**YOUR TASK:** Counting only lines below that contain the string "structured", give the total as a single number.

Segment Start: INPUT RECORDS

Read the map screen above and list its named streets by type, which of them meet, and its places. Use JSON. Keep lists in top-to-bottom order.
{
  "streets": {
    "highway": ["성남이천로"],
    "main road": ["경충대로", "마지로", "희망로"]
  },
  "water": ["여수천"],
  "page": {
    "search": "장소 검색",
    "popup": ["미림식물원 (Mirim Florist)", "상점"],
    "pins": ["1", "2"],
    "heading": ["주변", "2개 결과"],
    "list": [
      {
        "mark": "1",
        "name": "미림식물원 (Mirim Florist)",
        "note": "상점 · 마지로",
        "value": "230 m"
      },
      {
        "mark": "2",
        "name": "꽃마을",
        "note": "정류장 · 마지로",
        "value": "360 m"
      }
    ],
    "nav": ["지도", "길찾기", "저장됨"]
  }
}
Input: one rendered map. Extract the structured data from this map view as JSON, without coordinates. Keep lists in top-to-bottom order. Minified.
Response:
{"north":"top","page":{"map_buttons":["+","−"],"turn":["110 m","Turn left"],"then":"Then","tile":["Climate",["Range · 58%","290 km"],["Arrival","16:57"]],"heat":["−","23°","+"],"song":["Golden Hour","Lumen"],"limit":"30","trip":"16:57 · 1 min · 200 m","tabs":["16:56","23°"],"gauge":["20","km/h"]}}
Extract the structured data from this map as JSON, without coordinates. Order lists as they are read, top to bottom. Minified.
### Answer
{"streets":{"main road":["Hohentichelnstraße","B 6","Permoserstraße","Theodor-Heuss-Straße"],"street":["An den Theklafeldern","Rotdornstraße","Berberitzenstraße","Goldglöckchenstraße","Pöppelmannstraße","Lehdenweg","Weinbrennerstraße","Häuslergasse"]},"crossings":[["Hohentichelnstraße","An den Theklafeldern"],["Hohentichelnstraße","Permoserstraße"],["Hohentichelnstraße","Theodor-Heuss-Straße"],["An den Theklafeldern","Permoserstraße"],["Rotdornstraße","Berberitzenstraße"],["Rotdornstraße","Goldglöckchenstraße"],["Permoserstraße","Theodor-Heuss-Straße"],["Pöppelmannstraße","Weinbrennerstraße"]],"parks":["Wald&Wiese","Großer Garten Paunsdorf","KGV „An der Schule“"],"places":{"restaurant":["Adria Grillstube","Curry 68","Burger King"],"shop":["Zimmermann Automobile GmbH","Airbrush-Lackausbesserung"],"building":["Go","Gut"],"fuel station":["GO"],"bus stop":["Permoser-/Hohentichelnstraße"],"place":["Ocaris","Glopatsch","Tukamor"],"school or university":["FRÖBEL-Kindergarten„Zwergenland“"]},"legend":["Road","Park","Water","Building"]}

Segment End: INPUT RECORDS

**RESPONSE BOX:** 2